The entries below are to be repeated exactly as they stand.

Saved entries
———
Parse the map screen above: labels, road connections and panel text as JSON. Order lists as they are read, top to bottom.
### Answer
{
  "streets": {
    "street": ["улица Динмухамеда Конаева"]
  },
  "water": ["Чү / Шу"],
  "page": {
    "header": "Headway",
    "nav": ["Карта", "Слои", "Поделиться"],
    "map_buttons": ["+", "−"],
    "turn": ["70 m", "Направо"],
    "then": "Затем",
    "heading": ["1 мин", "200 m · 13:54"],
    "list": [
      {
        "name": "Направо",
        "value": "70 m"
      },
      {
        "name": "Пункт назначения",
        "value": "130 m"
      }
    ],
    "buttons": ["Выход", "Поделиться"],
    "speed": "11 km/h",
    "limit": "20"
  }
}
———
Output
Parse the map screen above: labels, road connections and panel text as JSON. Order lists as they are read, top to bottom.
### Answer
{
  "streets": {
    "street": ["улица Динмухамеда Конаева"]
  },
  "water": ["Чү / Шу"],
  "page": {
    "header": "Headway",
    "nav": ["Карта", "Слои", "Поделиться"],
    "map_buttons": ["+", "−"],
    "turn": ["70 m", "Направо"],
    "then": "Затем",
    "heading": ["1 мин", "200 m · 13:54"],
    "list": [
      {
        "name": "Направо",
        "value": "70 m"
      },
      {
        "name": "Пункт назначения",
        "value": "130 m"
      }
    ],
    "buttons": ["Выход", "Поделиться"],
    "speed": "11 km/h",
    "limit": "20"
  }
}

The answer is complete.